━━━━━ Information provided ━━━━━

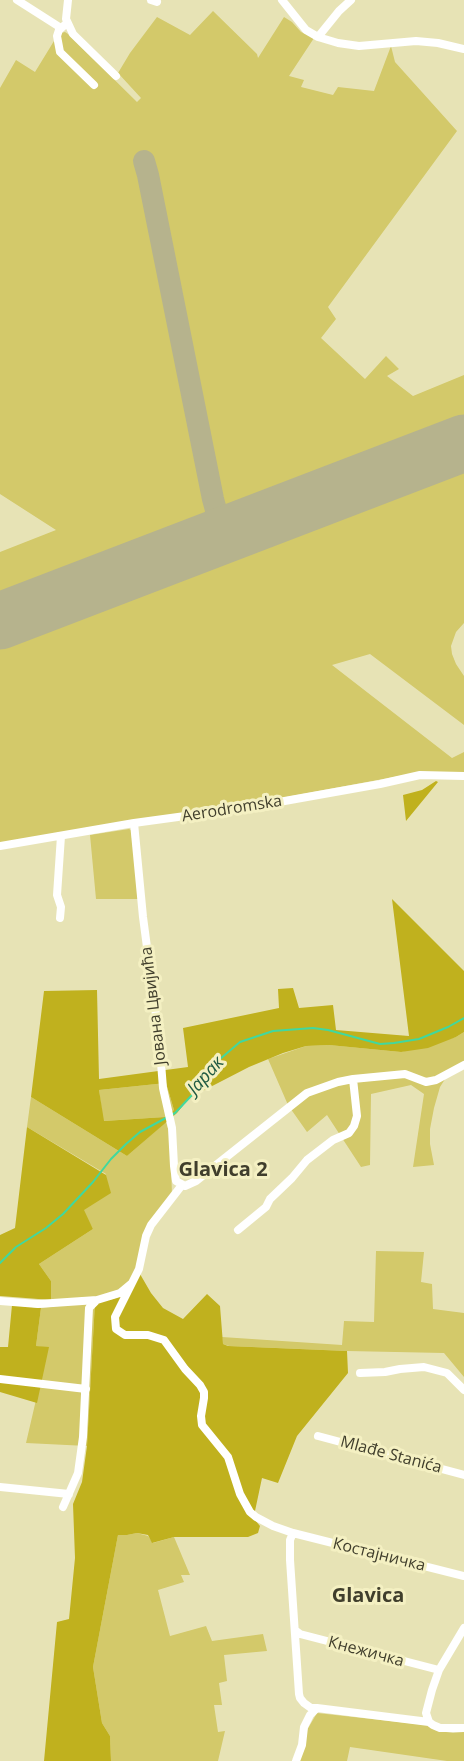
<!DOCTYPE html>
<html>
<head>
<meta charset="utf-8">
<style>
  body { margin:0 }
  canvas { display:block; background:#e7e3b5 }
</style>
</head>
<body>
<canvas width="464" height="1761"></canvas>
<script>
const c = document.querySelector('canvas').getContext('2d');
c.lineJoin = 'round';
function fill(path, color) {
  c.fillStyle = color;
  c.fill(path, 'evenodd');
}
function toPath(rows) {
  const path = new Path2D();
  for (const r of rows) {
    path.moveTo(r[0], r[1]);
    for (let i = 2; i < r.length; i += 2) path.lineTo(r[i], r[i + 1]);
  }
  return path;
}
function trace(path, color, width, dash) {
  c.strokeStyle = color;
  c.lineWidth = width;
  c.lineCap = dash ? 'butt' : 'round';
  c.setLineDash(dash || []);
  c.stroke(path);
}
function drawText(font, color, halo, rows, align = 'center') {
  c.font = font + ' "Open Sans",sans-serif';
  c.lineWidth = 6;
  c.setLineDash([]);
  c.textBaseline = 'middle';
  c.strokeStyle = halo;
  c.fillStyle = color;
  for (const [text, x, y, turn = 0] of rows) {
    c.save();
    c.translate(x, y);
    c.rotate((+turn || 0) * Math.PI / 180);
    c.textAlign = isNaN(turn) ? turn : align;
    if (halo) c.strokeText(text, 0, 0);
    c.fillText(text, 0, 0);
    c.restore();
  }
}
fill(toPath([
  [213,11,257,54,258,58,284,17,292,22,301,32,308,35,316,35,289,76,304,80,301,87,333,95,338,87,374,91,391,46,395,62,457,131,328,307,336,319,321,338,365,379,386,356,399,369,387,376,413,396,464,375,464,623,456,632,451,646,452,654,456,664,464,676,464,725,370,654,332,665,452,758,464,752,464,773,421,772,221,809,0,843,0,552,56,530,0,494,0,88,16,60,35,72,54,41,61,33,65,32,68,34,137,102,141,98,118,73,130,53,157,17,190,35],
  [129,829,131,830,139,899,96,899,90,835],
  [464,1032,464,1063,447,1076,440,1087,434,1108,430,1129,430,1144,434,1165,413,1167,424,1094,411,1085,371,1094,370,1165,361,1167,327,1115,307,1132,288,1105,268,1059,306,1046,329,1045,401,1052,456,1037],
  [166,1083,174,1110,165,1117,103,1121,99,1090],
  [31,1097,127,1156,166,1122,170,1135,172,1195,153,1218,137,1268,124,1289,104,1296,51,1300,51,1281,39,1264,93,1229,83,1210,106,1174,27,1127],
  [376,1251,424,1252,421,1282,432,1284,433,1309,464,1313,464,1377,444,1353,347,1351,229,1346,223,1344,222,1337,342,1345,344,1321,374,1322],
  [95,1302,87,1446,26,1443,48,1348,36,1346,41,1308],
  [137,1533,148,1536,153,1543,174,1537,190,1575,181,1575,184,1582,158,1590,170,1636,206,1626,212,1641,263,1634,267,1651,224,1655,227,1681,219,1683,222,1705,214,1705,218,1732,225,1731,218,1761,111,1761,110,1736,102,1723,93,1667,118,1535,127,1535],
  [317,1713,426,1725,439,1731,453,1733,464,1732,464,1761,447,1761,350,1747,347,1761,292,1761,300,1742]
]), '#d3c96a');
fill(toPath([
  [436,781,438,782,406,821,403,795,422,790],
  [392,899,464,971,464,1032,456,1037,428,1048,401,1052,329,1045,306,1046,283,1053,249,1067,189,1098,177,1113,127,1156,31,1097,44,991,97,990,99,1079,188,1067,183,1028,279,1008,278,989,293,988,299,1008,333,1005,336,1030,409,1036],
  [166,1083,174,1110,165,1117,104,1121,99,1090],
  [27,1127,106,1175,111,1193,84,1210,93,1229,39,1264,51,1281,51,1300,0,1296,0,1235,15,1228],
  [140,1274,151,1293,163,1308,183,1319,207,1294,220,1306,223,1344,228,1346,347,1351,348,1373,297,1436,278,1483,262,1478,255,1511,255,1520,260,1526,258,1533,248,1537,174,1537,152,1543,148,1535,137,1533,127,1535,118,1535,93,1667,102,1723,110,1736,111,1761,44,1761,57,1622,69,1619,75,1558,73,1504,82,1482,87,1446,95,1302,113,1299,124,1294],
  [12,1305,41,1308,36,1346,49,1347,37,1403,0,1392,0,1347,8,1347]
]), '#c0b11e');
trace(toPath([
  [0,1263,16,1247,46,1228,63,1214,93,1182,111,1159,126,1144,140,1132,175,1113,192,1095,207,1072,213,1065,240,1042,273,1031,313,1028,328,1030,380,1044,394,1043,419,1039,448,1027,464,1018]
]), '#41d89e', 2);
trace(toPath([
  [144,161,148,175,213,499,223,536]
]), '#b6b38d', 22);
trace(toPath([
  [0,621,464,443]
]), '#b6b38d', 57);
trace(toPath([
  [17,0,61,28],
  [68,0,66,19,73,34,116,76],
  [151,0,157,2],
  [282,0,306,30,318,37,338,43,359,46,416,41,438,43,464,49],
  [67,23,59,30,57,36,60,52,94,85],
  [318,37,339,11,351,0],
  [134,823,143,917,159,1038,163,1088,172,1128,174,1166,176,1181,185,1186,196,1181,307,1093,338,1082,353,1079],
  [0,846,134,823,251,807,380,784,420,775,464,776],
  [60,918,61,907,57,895,61,836],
  [238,1230,266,1207,270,1199,292,1178,307,1160,333,1140,349,1133,354,1126,357,1116,353,1079,405,1074,426,1082,436,1080,464,1065],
  [132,1283,115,1317,116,1329,125,1335,148,1335,164,1340,185,1369,200,1385,204,1392,204,1398,201,1416,202,1425,228,1457,240,1494,250,1512,256,1517,273,1526,293,1533,290,1540,290,1560,299,1694,300,1698,304,1703,311,1708,317,1708],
  [0,1301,38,1304,97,1300],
  [360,1373,385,1372,400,1369,424,1367,447,1373,464,1390],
  [0,1379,86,1389],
  [318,1436,464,1475],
  [0,1487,69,1494],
  [63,1507,78,1473,83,1437,89,1308,97,1300,120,1293,132,1283,139,1269,146,1236,151,1225,182,1185],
  [293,1533,464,1576],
  [464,1628,439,1670,432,1690,426,1713,429,1722,433,1725,440,1728,464,1728],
  [296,1631,300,1634,439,1670],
  [296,1761,302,1745,304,1727,310,1715,317,1708,429,1722]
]), '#fff', 8);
drawText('16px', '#403e2c', '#f4f0c2', [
  ["Aerodromska",232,809,-9],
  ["Јована Цвијића",154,1006,-97],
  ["Mlađe Stanića",391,1455,15],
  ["Костајничка",379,1555,14],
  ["Кнежичка",366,1652,15]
]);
drawText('italic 18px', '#225b43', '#f4f0c2', [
  ["Јарак",206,1076,-48]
]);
drawText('bold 20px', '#403e2c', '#f4f0c2', [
  ["Glavica 2",223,1170],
  ["Glavica",368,1596]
]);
</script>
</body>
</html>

━━━━━

Your task:
In the data above, retype exactly and only the lines between the one holding "c.lineWidth = width;" and the one holding "c.translate(x, y);", inclusive.

Response box:
  c.lineWidth = width;
  c.lineCap = dash ? 'butt' : 'round';
  c.setLineDash(dash || []);
  c.stroke(path);
}
function drawText(font, color, halo, rows, align = 'center') {
  c.font = font + ' "Open Sans",sans-serif';
  c.lineWidth = 6;
  c.setLineDash([]);
  c.textBaseline = 'middle';
  c.strokeStyle = halo;
  c.fillStyle = color;
  for (const [text, x, y, turn = 0] of rows) {
    c.save();
    c.translate(x, y);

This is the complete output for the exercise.